§ **Your assignment**
Needed from the data below: every line from the one with "Instruction: Serialize what" up to and including the one with "I am building a map index. Read", repeated exactly and with nothing else.

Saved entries
•••••

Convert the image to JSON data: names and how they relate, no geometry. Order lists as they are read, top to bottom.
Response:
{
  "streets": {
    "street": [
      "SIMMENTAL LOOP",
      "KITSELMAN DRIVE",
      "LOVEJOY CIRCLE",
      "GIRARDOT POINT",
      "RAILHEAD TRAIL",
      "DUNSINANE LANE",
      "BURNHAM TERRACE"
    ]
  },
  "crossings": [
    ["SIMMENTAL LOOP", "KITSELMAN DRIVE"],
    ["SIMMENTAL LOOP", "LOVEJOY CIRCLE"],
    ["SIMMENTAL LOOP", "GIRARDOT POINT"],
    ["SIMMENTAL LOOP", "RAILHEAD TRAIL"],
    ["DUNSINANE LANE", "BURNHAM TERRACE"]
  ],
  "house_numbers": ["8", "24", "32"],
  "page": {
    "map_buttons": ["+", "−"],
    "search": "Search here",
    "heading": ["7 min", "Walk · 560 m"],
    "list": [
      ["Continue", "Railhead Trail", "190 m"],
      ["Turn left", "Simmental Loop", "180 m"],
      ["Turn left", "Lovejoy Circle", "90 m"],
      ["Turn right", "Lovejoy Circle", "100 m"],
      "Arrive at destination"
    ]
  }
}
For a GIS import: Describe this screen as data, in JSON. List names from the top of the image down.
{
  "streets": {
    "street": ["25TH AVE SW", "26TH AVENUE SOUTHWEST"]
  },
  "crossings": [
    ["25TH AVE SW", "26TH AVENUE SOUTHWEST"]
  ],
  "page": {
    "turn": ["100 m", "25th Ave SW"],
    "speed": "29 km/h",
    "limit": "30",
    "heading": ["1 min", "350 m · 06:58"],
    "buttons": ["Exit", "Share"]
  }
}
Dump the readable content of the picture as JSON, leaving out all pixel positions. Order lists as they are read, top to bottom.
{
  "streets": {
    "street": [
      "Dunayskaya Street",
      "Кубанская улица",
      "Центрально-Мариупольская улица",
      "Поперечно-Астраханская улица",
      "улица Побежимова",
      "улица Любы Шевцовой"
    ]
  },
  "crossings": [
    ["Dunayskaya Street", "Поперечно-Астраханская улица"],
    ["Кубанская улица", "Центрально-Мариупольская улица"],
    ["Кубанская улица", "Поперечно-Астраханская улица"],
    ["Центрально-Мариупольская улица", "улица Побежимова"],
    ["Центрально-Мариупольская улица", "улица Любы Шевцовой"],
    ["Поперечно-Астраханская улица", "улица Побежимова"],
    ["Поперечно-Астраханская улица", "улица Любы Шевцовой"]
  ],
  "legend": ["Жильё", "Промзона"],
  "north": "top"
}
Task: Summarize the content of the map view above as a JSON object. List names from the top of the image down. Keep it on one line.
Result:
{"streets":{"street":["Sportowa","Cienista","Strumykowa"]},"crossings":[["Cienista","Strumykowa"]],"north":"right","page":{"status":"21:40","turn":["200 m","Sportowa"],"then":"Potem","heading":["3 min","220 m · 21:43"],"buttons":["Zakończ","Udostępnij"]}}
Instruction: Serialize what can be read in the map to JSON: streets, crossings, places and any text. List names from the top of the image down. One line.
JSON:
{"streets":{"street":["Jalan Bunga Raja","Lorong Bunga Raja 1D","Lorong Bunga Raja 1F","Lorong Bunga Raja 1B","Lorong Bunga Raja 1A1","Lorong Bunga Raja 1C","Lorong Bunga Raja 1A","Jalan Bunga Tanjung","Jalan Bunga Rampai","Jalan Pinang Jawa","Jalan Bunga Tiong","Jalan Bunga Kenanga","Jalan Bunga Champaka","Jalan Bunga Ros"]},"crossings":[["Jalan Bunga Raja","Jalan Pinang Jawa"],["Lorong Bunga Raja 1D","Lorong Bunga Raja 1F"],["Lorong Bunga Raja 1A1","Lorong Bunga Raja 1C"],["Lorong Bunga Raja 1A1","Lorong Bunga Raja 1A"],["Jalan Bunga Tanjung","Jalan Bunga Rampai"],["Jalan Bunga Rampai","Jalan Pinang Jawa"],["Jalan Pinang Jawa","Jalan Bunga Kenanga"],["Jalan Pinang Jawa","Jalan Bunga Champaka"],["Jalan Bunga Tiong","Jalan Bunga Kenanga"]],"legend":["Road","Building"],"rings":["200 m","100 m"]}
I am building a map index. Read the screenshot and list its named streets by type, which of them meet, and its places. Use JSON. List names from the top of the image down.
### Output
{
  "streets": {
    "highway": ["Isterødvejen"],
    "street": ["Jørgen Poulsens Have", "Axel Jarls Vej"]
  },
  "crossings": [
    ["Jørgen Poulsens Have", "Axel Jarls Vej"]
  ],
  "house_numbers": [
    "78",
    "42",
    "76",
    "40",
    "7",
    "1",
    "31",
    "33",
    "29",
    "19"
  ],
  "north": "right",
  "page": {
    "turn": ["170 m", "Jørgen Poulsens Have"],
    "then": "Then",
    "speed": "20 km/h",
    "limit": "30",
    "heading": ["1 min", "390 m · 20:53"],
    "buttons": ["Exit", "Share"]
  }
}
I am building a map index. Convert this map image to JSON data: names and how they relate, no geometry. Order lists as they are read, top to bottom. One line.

•••••

§ **Result**
Instruction: Serialize what can be read in the map to JSON: streets, crossings, places and any text. List names from the top of the image down. One line.
JSON:
{"streets":{"street":["Jalan Bunga Raja","Lorong Bunga Raja 1D","Lorong Bunga Raja 1F","Lorong Bunga Raja 1B","Lorong Bunga Raja 1A1","Lorong Bunga Raja 1C","Lorong Bunga Raja 1A","Jalan Bunga Tanjung","Jalan Bunga Rampai","Jalan Pinang Jawa","Jalan Bunga Tiong","Jalan Bunga Kenanga","Jalan Bunga Champaka","Jalan Bunga Ros"]},"crossings":[["Jalan Bunga Raja","Jalan Pinang Jawa"],["Lorong Bunga Raja 1D","Lorong Bunga Raja 1F"],["Lorong Bunga Raja 1A1","Lorong Bunga Raja 1C"],["Lorong Bunga Raja 1A1","Lorong Bunga Raja 1A"],["Jalan Bunga Tanjung","Jalan Bunga Rampai"],["Jalan Bunga Rampai","Jalan Pinang Jawa"],["Jalan Pinang Jawa","Jalan Bunga Kenanga"],["Jalan Pinang Jawa","Jalan Bunga Champaka"],["Jalan Bunga Tiong","Jalan Bunga Kenanga"]],"legend":["Road","Building"],"rings":["200 m","100 m"]}
I am building a map index. Read the screenshot and list its named streets by type, which of them meet, and its places. Use JSON. List names from the top of the image down.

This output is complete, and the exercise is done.